EXERCISE PROMPT – The answer must be the full listing, word for word, with no pictures in it.

--- INPUT DATA ---

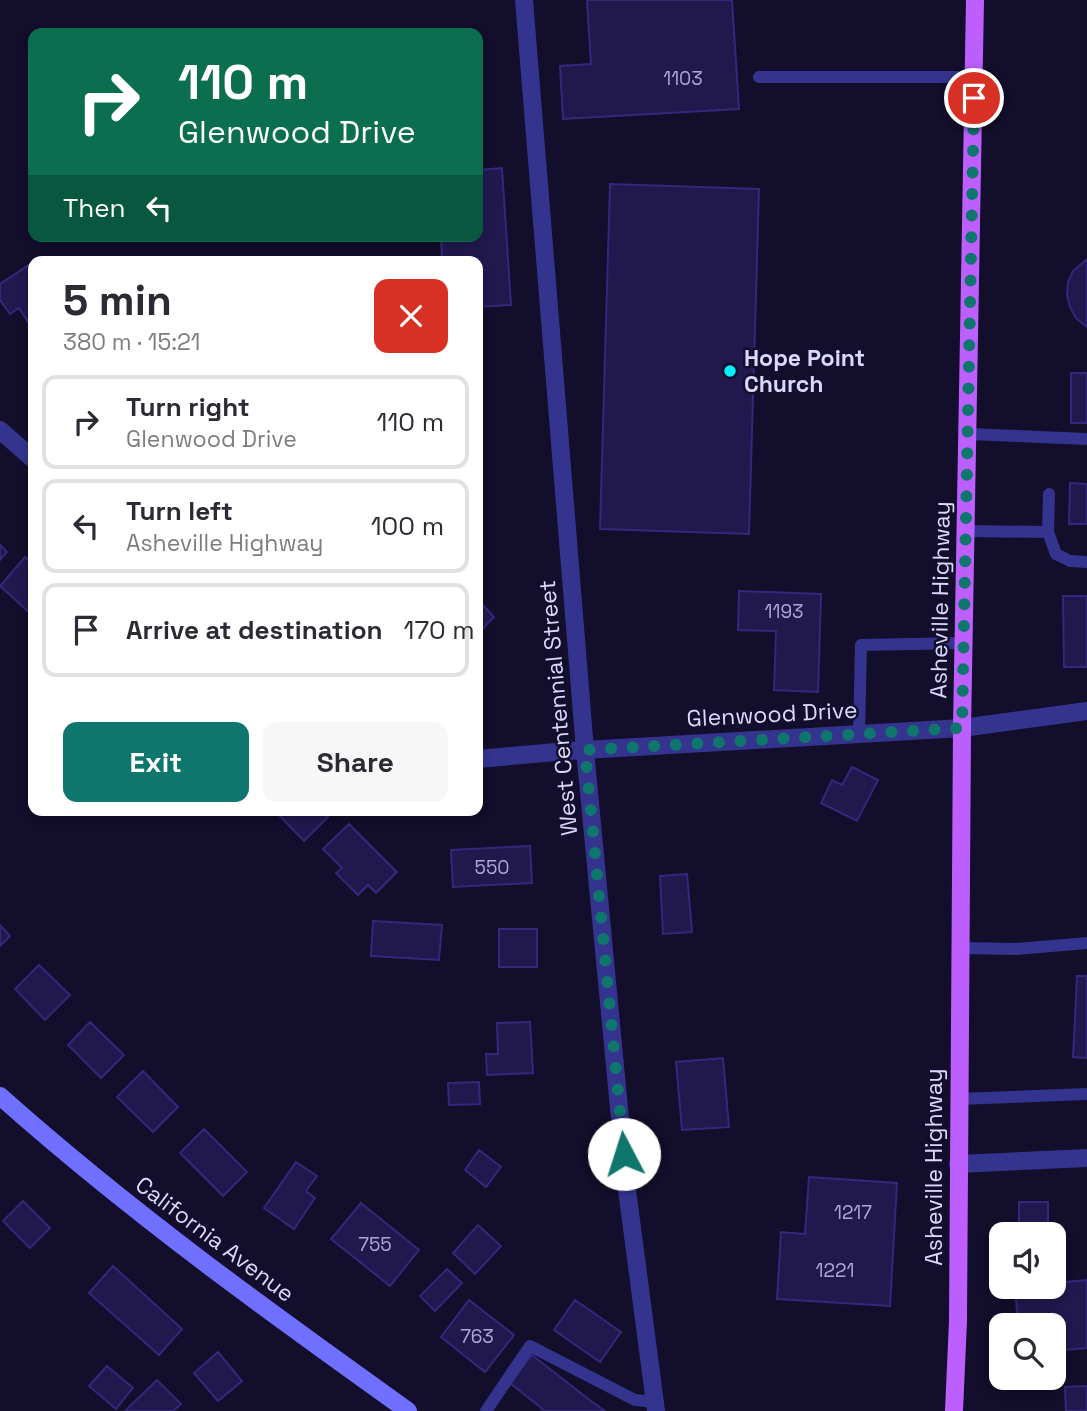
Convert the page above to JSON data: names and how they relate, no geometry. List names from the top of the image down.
{
  "streets": {
    "main road": ["Asheville Highway", "California Avenue"],
    "street": ["West Centennial Street", "Glenwood Drive"]
  },
  "crossings": [
    ["Asheville Highway", "Glenwood Drive"],
    ["West Centennial Street", "Glenwood Drive"]
  ],
  "places": ["Hope Point Church"],
  "house_numbers": [
    "1103",
    "1193",
    "550",
    "1217",
    "755",
    "1221",
    "763"
  ],
  "page": {
    "turn": ["110 m", "Glenwood Drive"],
    "then": "Then",
    "heading": ["5 min", "380 m · 15:21"],
    "list": [
      {
        "name": "Turn right",
        "note": "Glenwood Drive",
        "value": "110 m"
      },
      {
        "name": "Turn left",
        "note": "Asheville Highway",
        "value": "100 m"
      },
      {
        "name": "Arrive at destination",
        "value": "170 m"
      }
    ],
    "buttons": ["Exit", "Share"]
  }
}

---

EXERCISE ANSWER –
Convert the page above to JSON data: names and how they relate, no geometry. List names from the top of the image down.
{
  "streets": {
    "main road": ["Asheville Highway", "California Avenue"],
    "street": ["West Centennial Street", "Glenwood Drive"]
  },
  "crossings": [
    ["Asheville Highway", "Glenwood Drive"],
    ["West Centennial Street", "Glenwood Drive"]
  ],
  "places": ["Hope Point Church"],
  "house_numbers": [
    "1103",
    "1193",
    "550",
    "1217",
    "755",
    "1221",
    "763"
  ],
  "page": {
    "turn": ["110 m", "Glenwood Drive"],
    "then": "Then",
    "heading": ["5 min", "380 m · 15:21"],
    "list": [
      {
        "name": "Turn right",
        "note": "Glenwood Drive",
        "value": "110 m"
      },
      {
        "name": "Turn left",
        "note": "Asheville Highway",
        "value": "100 m"
      },
      {
        "name": "Arrive at destination",
        "value": "170 m"
      }
    ],
    "buttons": ["Exit", "Share"]
  }
}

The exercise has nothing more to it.